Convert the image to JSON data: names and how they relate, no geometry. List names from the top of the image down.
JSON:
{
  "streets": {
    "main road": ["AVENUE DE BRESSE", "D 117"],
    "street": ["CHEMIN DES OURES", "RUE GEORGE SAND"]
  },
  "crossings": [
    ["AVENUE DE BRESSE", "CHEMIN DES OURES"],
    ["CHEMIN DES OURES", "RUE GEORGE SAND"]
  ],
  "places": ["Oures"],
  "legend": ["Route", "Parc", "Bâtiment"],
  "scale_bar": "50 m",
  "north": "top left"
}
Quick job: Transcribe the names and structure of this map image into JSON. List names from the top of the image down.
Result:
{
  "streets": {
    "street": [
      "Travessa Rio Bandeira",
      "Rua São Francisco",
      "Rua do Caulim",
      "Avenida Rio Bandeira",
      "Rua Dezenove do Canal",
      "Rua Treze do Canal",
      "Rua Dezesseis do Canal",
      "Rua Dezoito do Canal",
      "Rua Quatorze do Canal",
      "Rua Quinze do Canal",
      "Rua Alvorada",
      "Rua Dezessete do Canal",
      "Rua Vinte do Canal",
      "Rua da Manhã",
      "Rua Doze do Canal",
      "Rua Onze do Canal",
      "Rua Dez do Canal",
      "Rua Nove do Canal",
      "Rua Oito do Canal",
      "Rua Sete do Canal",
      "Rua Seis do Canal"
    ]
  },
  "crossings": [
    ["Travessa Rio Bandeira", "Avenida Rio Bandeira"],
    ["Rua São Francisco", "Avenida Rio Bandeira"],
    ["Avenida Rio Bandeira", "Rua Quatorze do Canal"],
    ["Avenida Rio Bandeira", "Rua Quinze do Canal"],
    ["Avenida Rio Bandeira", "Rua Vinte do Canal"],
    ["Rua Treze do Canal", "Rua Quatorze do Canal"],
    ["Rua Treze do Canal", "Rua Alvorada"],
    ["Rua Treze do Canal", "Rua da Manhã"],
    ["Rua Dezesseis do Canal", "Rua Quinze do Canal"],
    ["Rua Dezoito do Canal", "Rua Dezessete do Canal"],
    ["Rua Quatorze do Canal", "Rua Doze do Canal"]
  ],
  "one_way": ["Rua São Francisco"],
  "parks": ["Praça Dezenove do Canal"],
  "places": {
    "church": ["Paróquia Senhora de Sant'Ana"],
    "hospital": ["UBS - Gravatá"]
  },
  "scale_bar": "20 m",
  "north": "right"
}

------------------------

• **What you have to do**: Print only the lines from the top of the data above down to the line holding "Quick job: Transcribe", inclusive.

• **Expected output**:
Convert the image to JSON data: names and how they relate, no geometry. List names from the top of the image down.
JSON:
{
  "streets": {
    "main road": ["AVENUE DE BRESSE", "D 117"],
    "street": ["CHEMIN DES OURES", "RUE GEORGE SAND"]
  },
  "crossings": [
    ["AVENUE DE BRESSE", "CHEMIN DES OURES"],
    ["CHEMIN DES OURES", "RUE GEORGE SAND"]
  ],
  "places": ["Oures"],
  "legend": ["Route", "Parc", "Bâtiment"],
  "scale_bar": "50 m",
  "north": "top left"
}
Quick job: Transcribe the names and structure of this map image into JSON. List names from the top of the image down.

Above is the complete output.